__TASK__. The answer must be a single number: how many lines of the records below hold the word "canvas".

---------- SUPPLIED INFORMATION

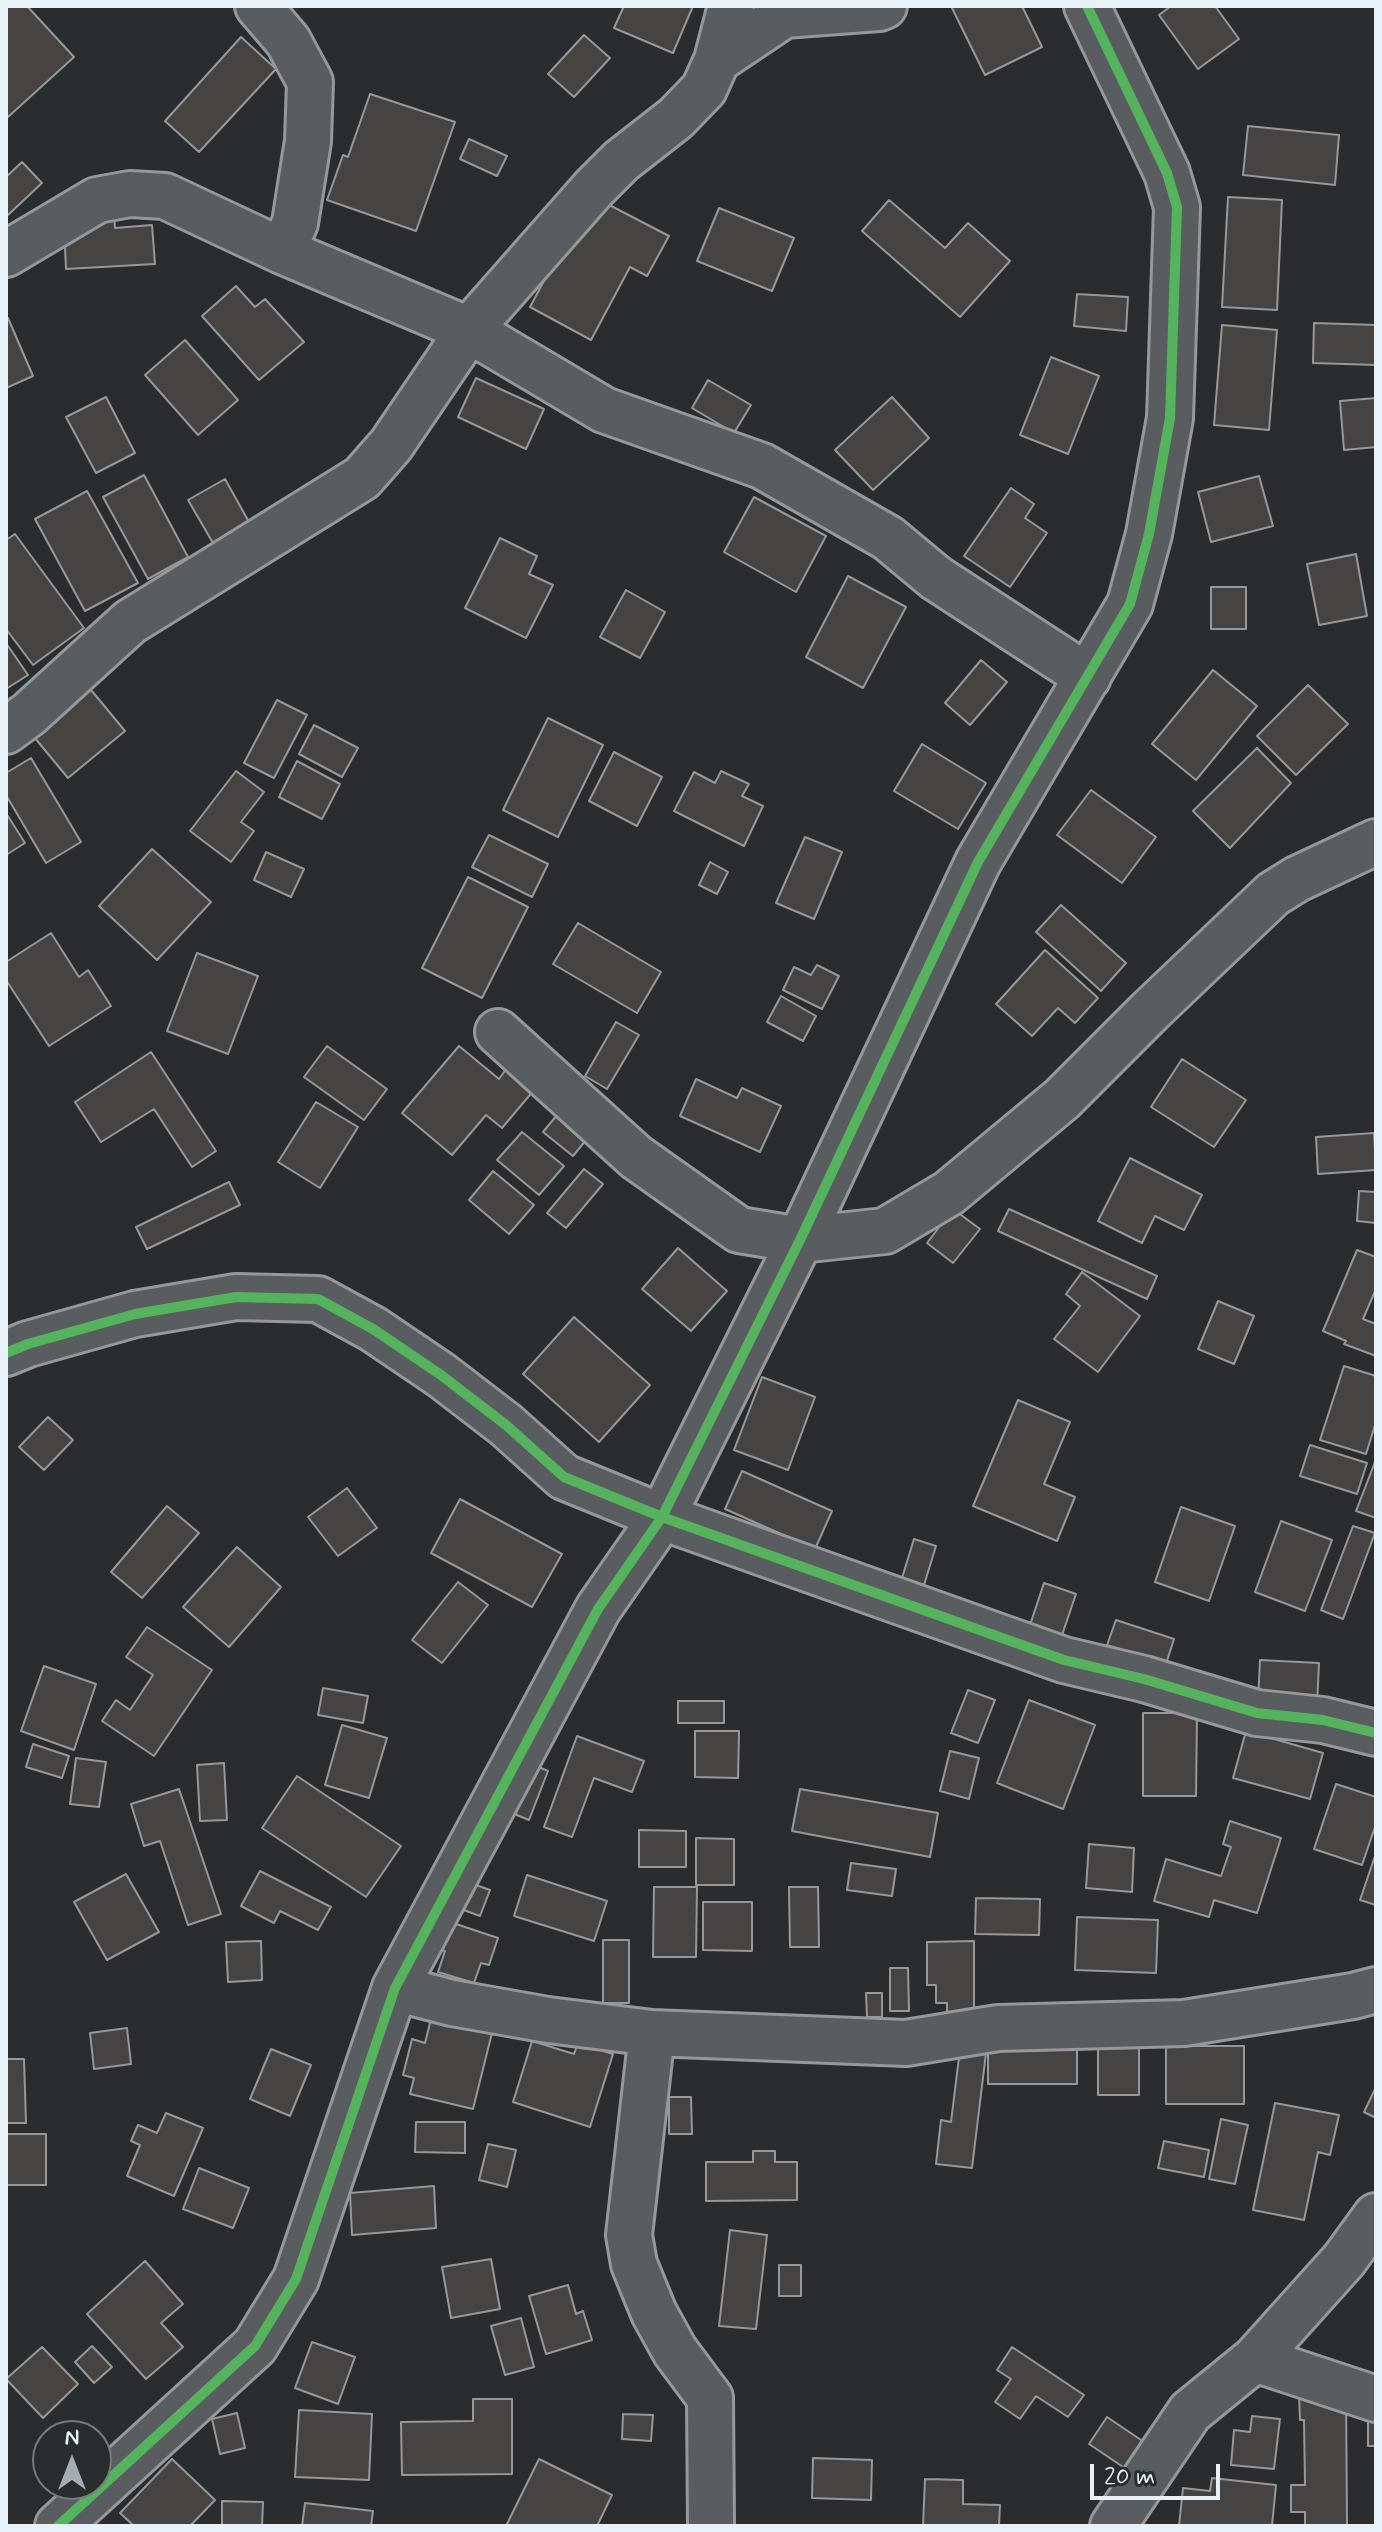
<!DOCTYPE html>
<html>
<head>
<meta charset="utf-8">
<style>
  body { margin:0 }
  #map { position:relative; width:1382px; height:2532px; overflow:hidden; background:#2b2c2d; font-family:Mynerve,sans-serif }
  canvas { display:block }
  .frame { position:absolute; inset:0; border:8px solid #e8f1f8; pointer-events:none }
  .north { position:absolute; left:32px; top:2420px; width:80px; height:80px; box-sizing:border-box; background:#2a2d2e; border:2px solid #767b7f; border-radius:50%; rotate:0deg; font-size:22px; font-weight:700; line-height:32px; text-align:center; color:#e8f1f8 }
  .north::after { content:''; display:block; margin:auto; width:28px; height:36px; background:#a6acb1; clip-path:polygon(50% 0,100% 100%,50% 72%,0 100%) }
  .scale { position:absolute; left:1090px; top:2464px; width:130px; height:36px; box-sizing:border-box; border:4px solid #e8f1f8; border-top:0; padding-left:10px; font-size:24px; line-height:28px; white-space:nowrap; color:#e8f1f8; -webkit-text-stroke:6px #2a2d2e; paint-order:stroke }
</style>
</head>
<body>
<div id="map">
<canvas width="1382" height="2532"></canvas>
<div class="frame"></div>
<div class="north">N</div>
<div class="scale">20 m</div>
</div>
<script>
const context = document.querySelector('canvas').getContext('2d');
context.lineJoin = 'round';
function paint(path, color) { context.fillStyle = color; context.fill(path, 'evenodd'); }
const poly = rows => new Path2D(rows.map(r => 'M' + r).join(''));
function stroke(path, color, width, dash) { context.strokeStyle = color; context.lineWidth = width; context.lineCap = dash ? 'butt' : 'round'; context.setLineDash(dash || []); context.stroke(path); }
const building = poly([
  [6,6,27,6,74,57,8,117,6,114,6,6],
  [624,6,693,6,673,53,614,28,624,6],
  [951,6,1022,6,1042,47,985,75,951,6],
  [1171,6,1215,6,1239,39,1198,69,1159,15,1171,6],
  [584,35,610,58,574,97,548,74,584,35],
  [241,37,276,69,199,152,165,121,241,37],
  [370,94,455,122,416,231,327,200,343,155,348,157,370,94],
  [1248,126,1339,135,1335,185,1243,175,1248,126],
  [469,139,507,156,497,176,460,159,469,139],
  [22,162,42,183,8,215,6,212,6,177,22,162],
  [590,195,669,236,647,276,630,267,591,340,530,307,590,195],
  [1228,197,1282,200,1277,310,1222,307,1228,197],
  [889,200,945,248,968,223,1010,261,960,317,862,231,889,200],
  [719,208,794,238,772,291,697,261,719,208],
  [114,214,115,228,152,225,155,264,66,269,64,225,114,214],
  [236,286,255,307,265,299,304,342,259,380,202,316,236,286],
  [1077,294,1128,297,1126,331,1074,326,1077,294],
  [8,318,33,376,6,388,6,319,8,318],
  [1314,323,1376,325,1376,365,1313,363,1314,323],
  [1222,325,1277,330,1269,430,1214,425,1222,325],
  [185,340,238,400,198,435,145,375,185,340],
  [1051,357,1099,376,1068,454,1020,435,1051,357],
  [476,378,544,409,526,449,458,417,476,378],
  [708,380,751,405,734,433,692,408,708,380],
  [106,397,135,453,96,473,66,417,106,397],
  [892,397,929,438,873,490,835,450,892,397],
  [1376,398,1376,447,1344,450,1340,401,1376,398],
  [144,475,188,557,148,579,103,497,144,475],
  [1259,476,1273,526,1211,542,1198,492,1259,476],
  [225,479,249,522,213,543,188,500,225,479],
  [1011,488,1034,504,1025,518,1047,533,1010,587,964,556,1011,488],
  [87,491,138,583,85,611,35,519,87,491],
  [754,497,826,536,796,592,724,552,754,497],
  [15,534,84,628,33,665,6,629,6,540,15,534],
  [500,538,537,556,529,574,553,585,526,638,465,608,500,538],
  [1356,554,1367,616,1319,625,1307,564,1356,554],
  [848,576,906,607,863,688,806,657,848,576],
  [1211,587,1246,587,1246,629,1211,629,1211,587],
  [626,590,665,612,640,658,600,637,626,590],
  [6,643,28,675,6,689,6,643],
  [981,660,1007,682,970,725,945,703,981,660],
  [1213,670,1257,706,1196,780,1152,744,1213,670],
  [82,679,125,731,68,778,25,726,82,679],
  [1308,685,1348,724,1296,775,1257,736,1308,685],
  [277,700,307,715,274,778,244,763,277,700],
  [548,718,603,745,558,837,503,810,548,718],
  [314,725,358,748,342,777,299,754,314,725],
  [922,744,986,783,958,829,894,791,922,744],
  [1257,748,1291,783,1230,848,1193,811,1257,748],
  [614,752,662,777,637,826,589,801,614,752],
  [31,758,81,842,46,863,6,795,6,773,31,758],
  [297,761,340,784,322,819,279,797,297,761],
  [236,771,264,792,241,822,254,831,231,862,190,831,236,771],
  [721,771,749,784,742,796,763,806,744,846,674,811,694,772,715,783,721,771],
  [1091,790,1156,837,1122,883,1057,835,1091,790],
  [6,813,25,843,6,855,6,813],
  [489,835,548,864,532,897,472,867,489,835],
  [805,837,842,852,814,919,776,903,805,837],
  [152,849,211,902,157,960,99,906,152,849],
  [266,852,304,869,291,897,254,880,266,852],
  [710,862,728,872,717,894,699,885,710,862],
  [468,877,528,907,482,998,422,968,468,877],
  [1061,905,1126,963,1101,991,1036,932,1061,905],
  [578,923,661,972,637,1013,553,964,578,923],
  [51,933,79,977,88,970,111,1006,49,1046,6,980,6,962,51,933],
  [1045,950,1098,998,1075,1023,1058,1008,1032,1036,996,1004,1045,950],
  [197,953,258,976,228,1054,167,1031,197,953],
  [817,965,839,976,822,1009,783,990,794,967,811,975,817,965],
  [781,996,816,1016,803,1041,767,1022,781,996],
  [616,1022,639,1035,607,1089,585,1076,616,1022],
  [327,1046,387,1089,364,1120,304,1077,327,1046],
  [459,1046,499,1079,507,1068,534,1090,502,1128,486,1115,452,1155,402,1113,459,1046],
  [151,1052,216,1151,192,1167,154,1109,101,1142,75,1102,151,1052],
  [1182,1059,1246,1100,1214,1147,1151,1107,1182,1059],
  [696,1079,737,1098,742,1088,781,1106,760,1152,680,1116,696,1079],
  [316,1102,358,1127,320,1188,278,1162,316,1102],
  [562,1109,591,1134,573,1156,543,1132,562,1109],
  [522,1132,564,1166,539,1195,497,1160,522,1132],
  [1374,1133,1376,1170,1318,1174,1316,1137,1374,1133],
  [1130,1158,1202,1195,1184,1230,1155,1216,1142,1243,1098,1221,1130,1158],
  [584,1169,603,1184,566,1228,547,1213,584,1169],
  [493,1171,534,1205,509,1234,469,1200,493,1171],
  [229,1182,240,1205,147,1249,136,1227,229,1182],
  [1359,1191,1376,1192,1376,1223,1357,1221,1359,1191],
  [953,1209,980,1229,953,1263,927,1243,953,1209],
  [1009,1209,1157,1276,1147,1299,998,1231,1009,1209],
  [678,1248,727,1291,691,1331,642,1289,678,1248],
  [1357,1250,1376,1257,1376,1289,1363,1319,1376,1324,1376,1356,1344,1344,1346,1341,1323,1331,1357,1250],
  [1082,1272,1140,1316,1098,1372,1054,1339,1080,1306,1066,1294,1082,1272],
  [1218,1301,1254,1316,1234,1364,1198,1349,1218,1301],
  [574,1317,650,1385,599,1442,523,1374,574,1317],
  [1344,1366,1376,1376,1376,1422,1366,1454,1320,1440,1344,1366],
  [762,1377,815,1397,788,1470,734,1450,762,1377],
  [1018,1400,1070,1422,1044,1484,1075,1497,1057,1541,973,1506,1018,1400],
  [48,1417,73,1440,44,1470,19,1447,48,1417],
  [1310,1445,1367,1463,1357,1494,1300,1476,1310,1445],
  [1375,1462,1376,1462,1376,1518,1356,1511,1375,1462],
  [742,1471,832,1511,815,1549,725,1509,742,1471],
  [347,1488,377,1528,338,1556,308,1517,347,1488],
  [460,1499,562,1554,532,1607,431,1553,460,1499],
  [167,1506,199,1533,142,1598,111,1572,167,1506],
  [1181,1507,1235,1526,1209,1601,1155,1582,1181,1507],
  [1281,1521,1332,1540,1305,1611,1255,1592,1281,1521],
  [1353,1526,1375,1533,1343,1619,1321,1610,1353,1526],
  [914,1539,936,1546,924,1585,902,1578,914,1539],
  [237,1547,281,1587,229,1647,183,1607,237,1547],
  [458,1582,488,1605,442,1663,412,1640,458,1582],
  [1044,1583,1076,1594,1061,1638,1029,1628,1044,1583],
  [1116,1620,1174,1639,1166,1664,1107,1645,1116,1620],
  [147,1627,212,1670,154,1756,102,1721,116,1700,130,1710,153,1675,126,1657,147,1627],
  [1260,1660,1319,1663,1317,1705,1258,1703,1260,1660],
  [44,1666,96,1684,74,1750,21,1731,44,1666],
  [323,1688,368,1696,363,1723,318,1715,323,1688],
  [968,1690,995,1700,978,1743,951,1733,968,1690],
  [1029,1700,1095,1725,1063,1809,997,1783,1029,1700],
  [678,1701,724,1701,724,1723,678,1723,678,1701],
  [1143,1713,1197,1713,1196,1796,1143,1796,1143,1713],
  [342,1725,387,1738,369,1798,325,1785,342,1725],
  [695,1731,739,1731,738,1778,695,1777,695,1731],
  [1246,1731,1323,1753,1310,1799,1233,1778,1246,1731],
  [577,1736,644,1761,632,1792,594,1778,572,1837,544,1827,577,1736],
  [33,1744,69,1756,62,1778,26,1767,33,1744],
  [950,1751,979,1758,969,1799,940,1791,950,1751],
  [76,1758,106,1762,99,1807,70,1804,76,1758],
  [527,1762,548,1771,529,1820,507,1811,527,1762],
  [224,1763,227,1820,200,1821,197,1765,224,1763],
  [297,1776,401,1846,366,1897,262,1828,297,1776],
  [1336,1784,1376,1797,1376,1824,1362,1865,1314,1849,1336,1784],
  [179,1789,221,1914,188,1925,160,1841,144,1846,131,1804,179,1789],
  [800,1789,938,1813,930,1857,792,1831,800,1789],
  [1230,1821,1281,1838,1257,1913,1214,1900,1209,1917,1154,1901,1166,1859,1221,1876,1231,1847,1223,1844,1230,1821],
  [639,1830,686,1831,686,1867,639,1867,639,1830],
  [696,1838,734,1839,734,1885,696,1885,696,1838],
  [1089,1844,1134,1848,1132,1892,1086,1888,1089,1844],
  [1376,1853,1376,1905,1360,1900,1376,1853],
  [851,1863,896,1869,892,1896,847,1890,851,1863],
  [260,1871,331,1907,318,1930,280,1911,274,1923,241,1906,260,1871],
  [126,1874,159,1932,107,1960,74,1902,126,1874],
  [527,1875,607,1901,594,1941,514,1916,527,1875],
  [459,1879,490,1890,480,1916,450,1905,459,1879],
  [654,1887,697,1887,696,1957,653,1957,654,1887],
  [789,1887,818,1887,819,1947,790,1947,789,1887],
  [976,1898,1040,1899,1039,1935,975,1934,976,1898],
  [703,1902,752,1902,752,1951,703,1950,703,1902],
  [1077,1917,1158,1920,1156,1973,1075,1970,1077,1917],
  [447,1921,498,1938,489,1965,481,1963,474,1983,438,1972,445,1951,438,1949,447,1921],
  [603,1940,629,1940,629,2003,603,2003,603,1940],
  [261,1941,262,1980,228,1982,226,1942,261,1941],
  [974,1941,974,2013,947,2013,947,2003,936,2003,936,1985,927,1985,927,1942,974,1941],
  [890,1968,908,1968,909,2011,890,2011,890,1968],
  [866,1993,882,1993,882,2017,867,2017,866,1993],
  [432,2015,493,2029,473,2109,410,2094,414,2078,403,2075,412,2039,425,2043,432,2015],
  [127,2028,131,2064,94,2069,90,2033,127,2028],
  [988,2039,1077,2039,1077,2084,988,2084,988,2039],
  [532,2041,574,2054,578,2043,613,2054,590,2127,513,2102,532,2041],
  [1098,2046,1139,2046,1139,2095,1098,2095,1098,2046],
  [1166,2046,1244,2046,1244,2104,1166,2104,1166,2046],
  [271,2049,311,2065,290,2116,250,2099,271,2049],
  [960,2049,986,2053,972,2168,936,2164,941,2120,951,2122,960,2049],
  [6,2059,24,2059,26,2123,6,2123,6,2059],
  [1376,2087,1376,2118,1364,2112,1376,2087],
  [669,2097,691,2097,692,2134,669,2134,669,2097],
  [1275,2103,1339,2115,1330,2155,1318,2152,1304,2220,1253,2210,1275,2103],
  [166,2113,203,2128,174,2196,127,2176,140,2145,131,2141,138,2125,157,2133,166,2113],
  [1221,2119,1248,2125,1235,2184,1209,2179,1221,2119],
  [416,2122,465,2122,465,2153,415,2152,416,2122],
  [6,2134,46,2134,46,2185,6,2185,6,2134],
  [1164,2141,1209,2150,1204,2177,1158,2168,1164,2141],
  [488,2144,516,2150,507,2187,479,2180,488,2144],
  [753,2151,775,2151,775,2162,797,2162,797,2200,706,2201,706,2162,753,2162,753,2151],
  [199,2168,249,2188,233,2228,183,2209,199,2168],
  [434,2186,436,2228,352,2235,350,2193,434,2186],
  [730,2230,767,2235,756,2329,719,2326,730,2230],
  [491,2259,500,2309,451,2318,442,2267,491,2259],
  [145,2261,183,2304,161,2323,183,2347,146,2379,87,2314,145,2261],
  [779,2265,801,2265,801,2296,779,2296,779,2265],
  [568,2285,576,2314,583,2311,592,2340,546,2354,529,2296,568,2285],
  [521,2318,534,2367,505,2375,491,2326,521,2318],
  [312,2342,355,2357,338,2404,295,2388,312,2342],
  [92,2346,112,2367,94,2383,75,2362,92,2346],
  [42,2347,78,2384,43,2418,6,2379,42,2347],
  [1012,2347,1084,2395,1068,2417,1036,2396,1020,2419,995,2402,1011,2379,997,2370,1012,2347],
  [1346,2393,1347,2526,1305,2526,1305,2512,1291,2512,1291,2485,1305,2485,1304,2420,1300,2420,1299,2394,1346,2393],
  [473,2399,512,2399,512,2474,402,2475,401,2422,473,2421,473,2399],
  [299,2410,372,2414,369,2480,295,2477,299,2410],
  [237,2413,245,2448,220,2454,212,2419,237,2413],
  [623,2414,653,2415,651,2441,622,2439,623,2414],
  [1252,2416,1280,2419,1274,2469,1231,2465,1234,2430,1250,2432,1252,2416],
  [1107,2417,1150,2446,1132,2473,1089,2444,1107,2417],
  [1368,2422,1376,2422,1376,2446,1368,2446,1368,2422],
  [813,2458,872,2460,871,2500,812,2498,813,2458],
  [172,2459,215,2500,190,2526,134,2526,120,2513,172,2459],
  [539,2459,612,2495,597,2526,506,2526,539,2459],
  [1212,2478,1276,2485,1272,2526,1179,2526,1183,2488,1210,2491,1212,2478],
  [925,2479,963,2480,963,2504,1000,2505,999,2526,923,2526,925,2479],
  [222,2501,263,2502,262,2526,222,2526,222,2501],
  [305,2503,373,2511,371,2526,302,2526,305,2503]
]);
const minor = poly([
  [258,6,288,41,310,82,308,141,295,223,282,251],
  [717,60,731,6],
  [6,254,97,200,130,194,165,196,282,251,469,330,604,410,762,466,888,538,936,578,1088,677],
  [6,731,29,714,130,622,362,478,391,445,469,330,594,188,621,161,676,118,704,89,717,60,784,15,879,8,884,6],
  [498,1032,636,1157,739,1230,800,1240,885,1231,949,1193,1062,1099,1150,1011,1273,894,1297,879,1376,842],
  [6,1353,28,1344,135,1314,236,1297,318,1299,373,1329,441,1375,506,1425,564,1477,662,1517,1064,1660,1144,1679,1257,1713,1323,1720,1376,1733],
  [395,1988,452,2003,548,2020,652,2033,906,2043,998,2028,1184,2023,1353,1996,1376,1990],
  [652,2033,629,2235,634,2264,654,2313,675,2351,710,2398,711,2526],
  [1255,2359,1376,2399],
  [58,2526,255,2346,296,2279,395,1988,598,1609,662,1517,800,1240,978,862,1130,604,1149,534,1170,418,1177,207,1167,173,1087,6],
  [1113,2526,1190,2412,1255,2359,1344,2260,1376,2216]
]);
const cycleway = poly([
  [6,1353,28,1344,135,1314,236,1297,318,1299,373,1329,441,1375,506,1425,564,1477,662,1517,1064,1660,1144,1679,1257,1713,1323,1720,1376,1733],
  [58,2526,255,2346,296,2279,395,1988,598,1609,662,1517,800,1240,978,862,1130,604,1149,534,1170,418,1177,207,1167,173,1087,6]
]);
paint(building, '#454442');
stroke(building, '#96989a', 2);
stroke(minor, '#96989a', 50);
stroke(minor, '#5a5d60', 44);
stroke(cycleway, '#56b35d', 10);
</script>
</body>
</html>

--------------------

__RESULT OF THIS TASK__. 3